[Provided information Boundary: Start]
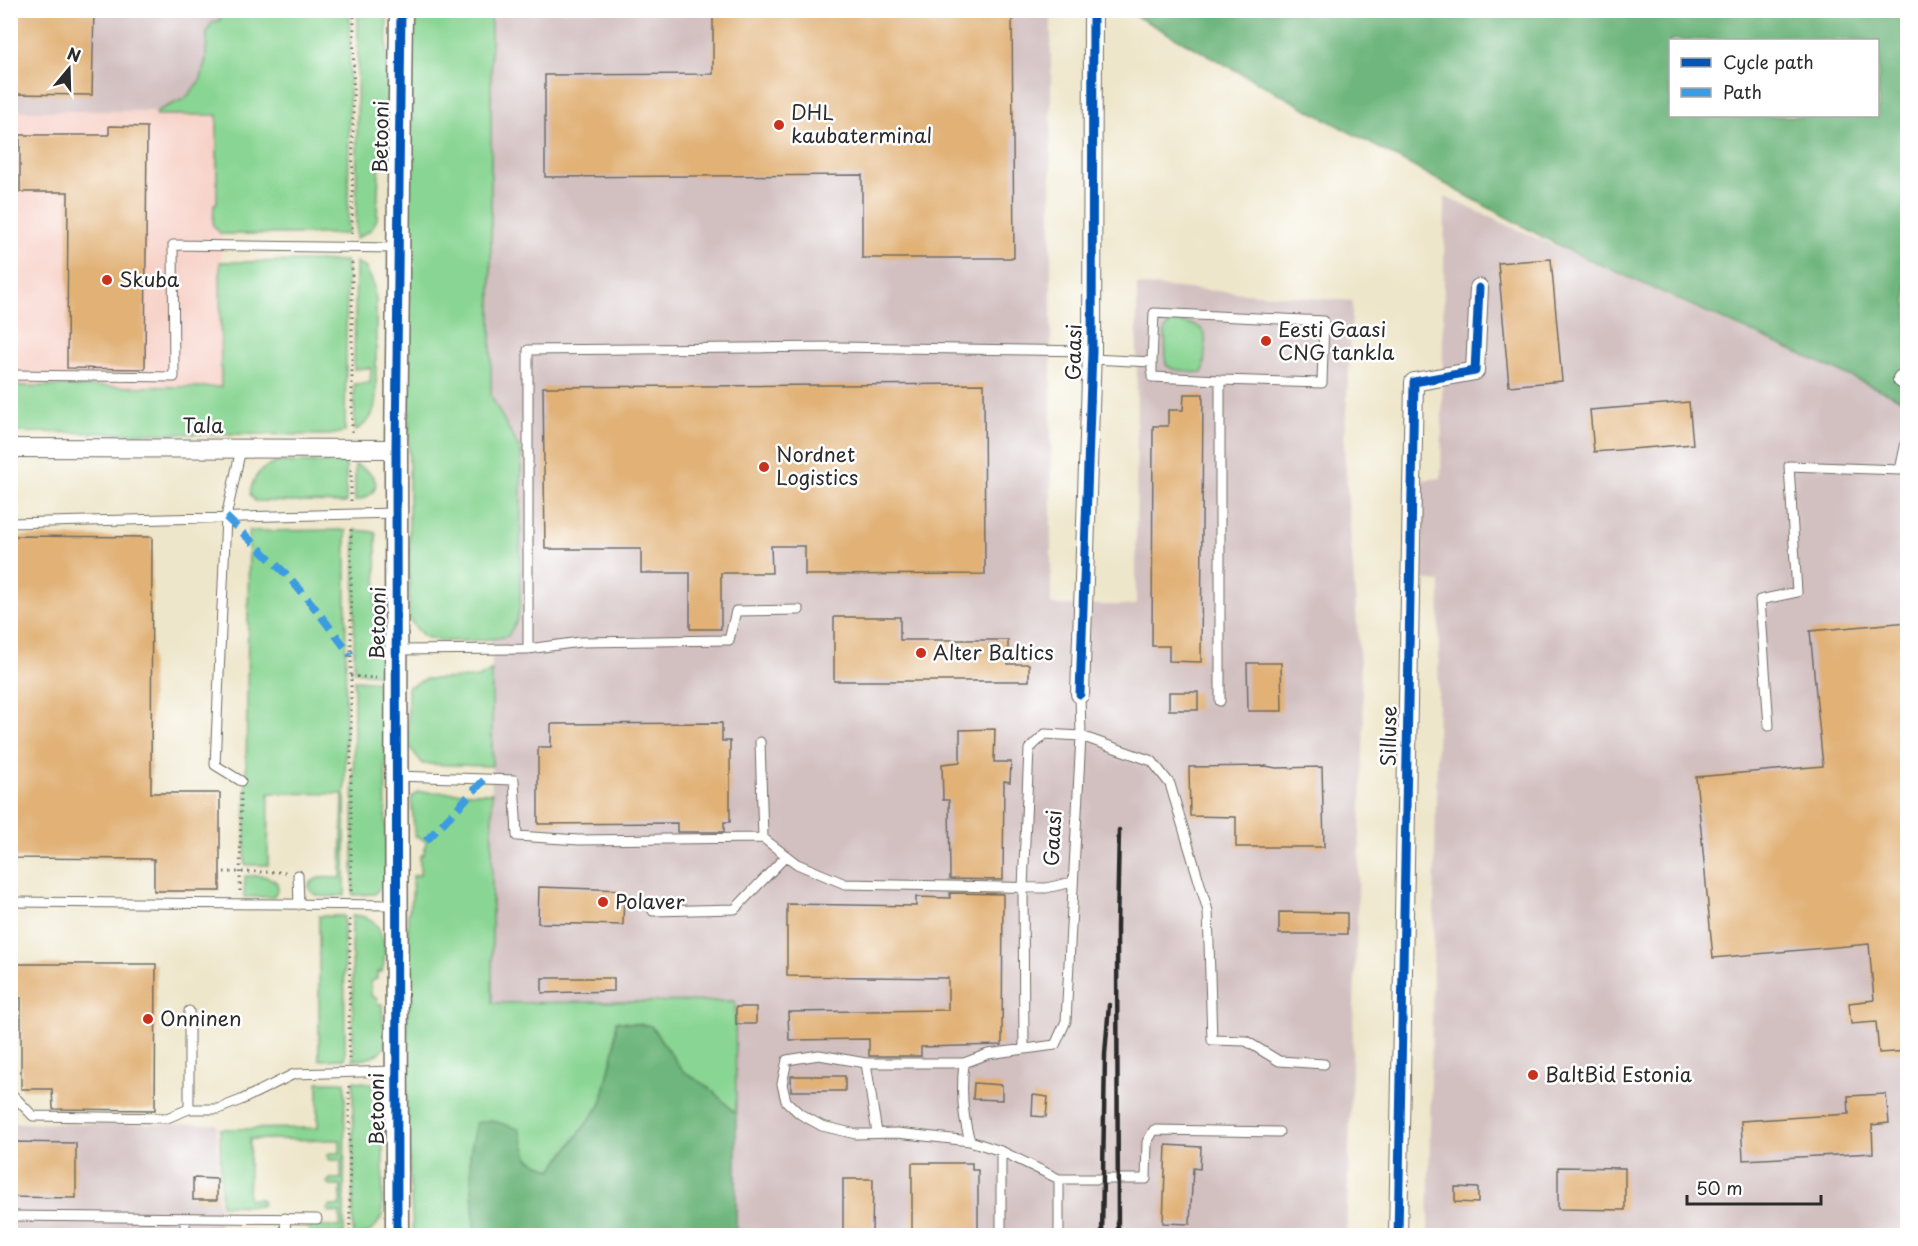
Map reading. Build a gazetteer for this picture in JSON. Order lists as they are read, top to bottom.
{
  "streets": {
    "street": [
      "Betooni",
      "Gaasi",
      "Tala",
      "Silluse"
    ]
  },
  "crossings": [
    ["Betooni", "Tala"]
  ],
  "places": [
    "DHL kaubaterminal",
    "Skuba",
    "Eesti Gaasi CNG tankla",
    "Nordnet Logistics",
    "Alter Baltics",
    "Polaver",
    "Onninen",
    "BaltBid Estonia"
  ],
  "legend": ["Cycle path", "Path"],
  "scale_bar": "50 m",
  "north": "top"
}
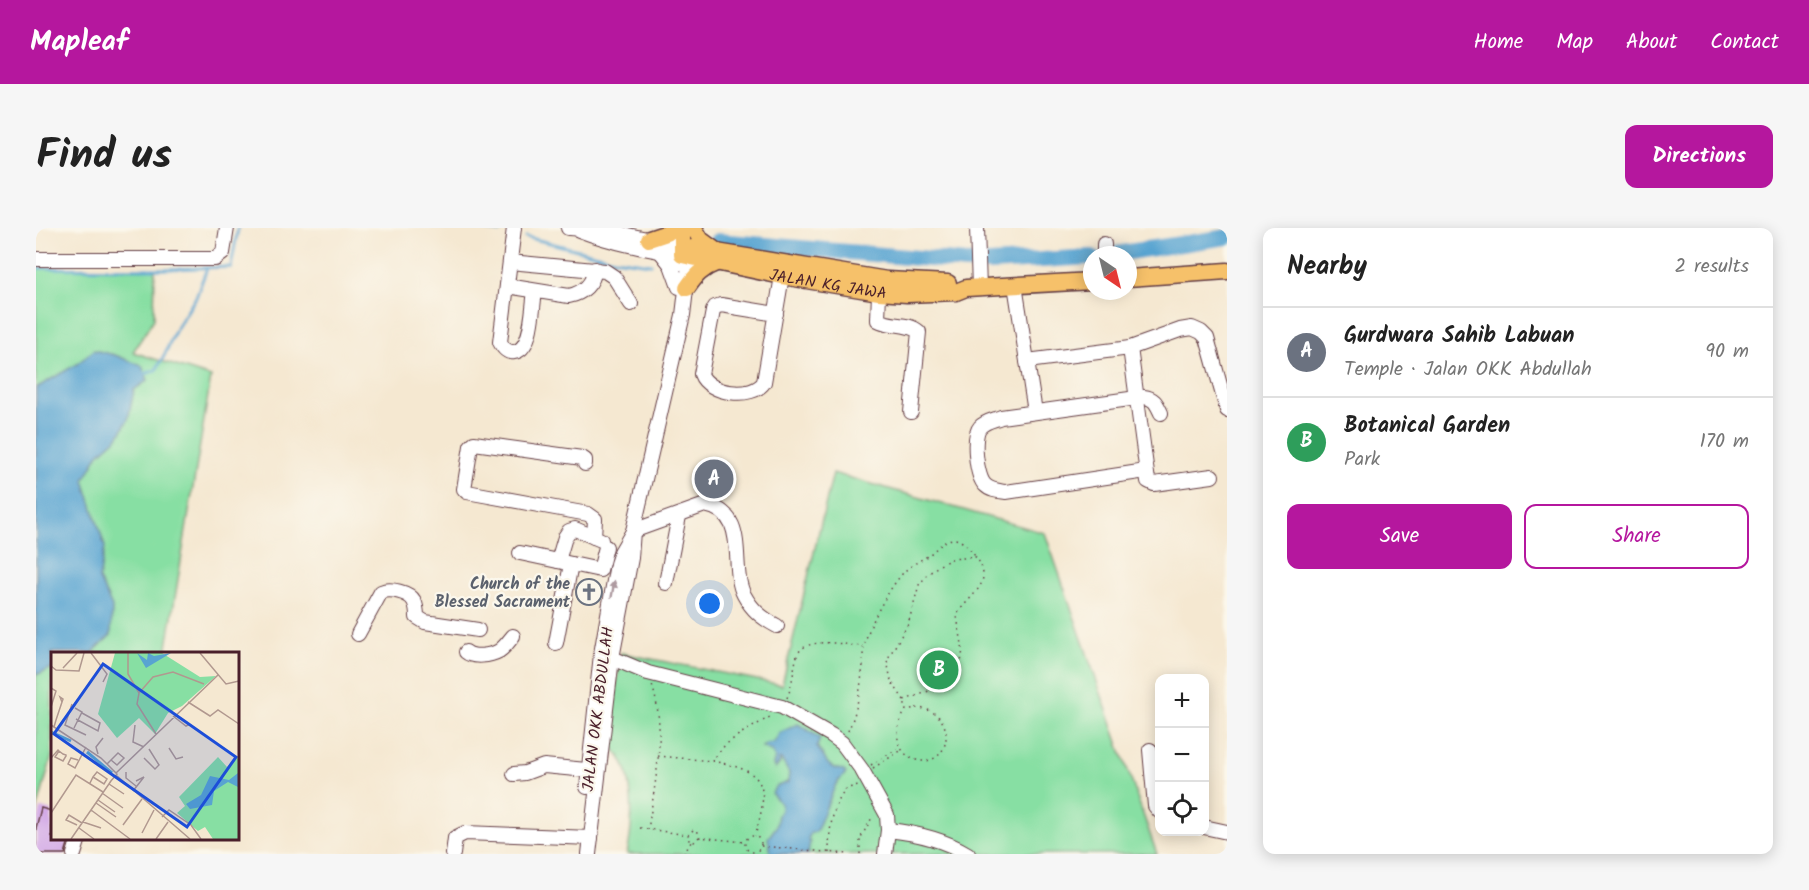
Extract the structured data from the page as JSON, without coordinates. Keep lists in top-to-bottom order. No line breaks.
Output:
{"streets":{"main road":["JALAN KG JAWA","JALAN OKK ABDULLAH"]},"crossings":[["JALAN KG JAWA","JALAN OKK ABDULLAH"]],"places":{"church":["Church of the Blessed Sacrament"]},"north":"bottom right","page":{"header":"Mapleaf","nav":["Home","Map","About","Contact"],"title":"Find us","buttons":["Directions",["Save","Share"]],"heading":["Nearby","2 results"],"list":[{"mark":"A","name":"Gurdwara Sahib Labuan","note":"Temple · Jalan OKK Abdullah","value":"90 m"},{"mark":"B","name":"Botanical Garden","note":"Park","value":"170 m"}],"pins":["A","B"],"map_buttons":["+","−"]}}
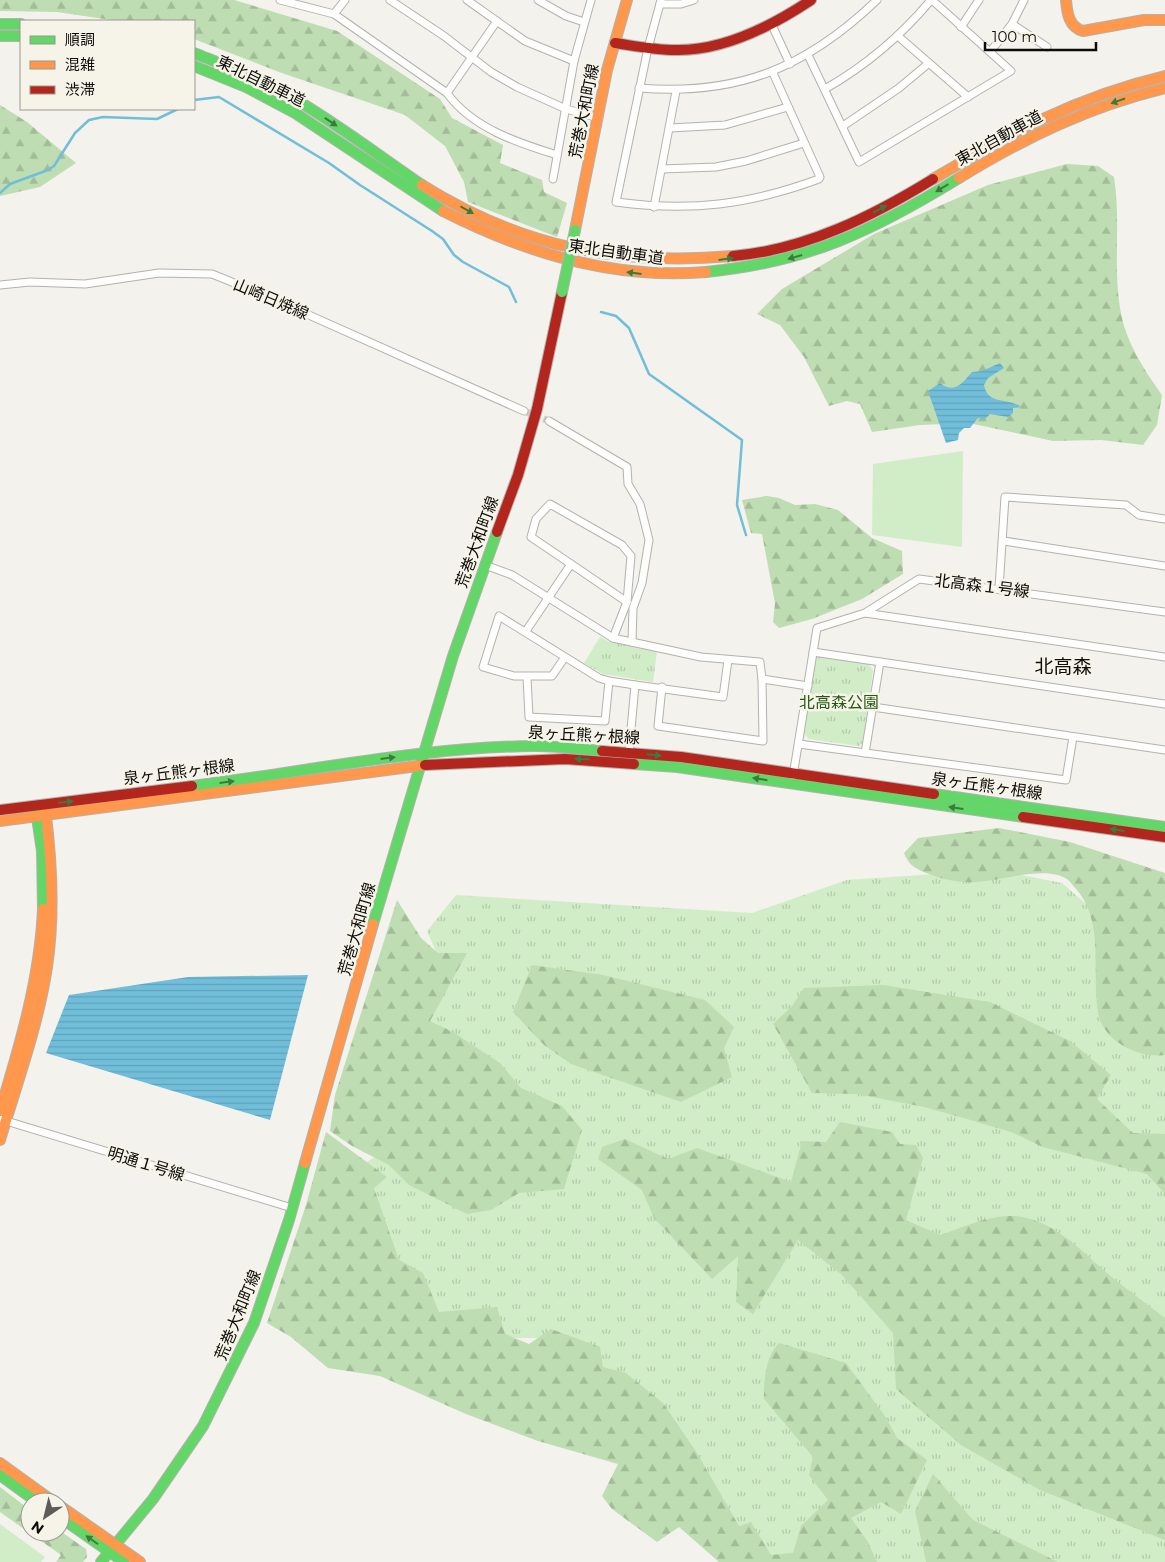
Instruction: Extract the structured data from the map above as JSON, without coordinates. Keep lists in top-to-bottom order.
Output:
{
  "streets": {
    "main road": ["東北自動車道", "荒巻大和町線", "泉ヶ丘熊ヶ根線"],
    "street": ["山崎日焼線", "北高森１号線", "明通１号線"]
  },
  "crossings": [
    ["荒巻大和町線", "泉ヶ丘熊ヶ根線"],
    ["荒巻大和町線", "明通１号線"],
    ["北高森１号線", "泉ヶ丘熊ヶ根線"]
  ],
  "districts": ["北高森"],
  "parks": ["北高森公園"],
  "legend": ["順調", "混雑", "渋滞"],
  "scale_bar": "100 m",
  "north": "bottom left"
}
[Provided information Boundary: End]
◆ Aim of the task: Where a picture appears, skip it and copy the rest of the data word for word.

◆ Worked solution:
Map reading. Build a gazetteer for this picture in JSON. Order lists as they are read, top to bottom.
{
  "streets": {
    "street": [
      "Betooni",
      "Gaasi",
      "Tala",
      "Silluse"
    ]
  },
  "crossings": [
    ["Betooni", "Tala"]
  ],
  "places": [
    "DHL kaubaterminal",
    "Skuba",
    "Eesti Gaasi CNG tankla",
    "Nordnet Logistics",
    "Alter Baltics",
    "Polaver",
    "Onninen",
    "BaltBid Estonia"
  ],
  "legend": ["Cycle path", "Path"],
  "scale_bar": "50 m",
  "north": "top"
}
Extract the structured data from the page as JSON, without coordinates. Keep lists in top-to-bottom order. No line breaks.
Output:
{"streets":{"main road":["JALAN KG JAWA","JALAN OKK ABDULLAH"]},"crossings":[["JALAN KG JAWA","JALAN OKK ABDULLAH"]],"places":{"church":["Church of the Blessed Sacrament"]},"north":"bottom right","page":{"header":"Mapleaf","nav":["Home","Map","About","Contact"],"title":"Find us","buttons":["Directions",["Save","Share"]],"heading":["Nearby","2 results"],"list":[{"mark":"A","name":"Gurdwara Sahib Labuan","note":"Temple · Jalan OKK Abdullah","value":"90 m"},{"mark":"B","name":"Botanical Garden","note":"Park","value":"170 m"}],"pins":["A","B"],"map_buttons":["+","−"]}}
Instruction: Extract the structured data from the map above as JSON, without coordinates. Keep lists in top-to-bottom order.
Output:
{
  "streets": {
    "main road": ["東北自動車道", "荒巻大和町線", "泉ヶ丘熊ヶ根線"],
    "street": ["山崎日焼線", "北高森１号線", "明通１号線"]
  },
  "crossings": [
    ["荒巻大和町線", "泉ヶ丘熊ヶ根線"],
    ["荒巻大和町線", "明通１号線"],
    ["北高森１号線", "泉ヶ丘熊ヶ根線"]
  ],
  "districts": ["北高森"],
  "parks": ["北高森公園"],
  "legend": ["順調", "混雑", "渋滞"],
  "scale_bar": "100 m",
  "north": "bottom left"
}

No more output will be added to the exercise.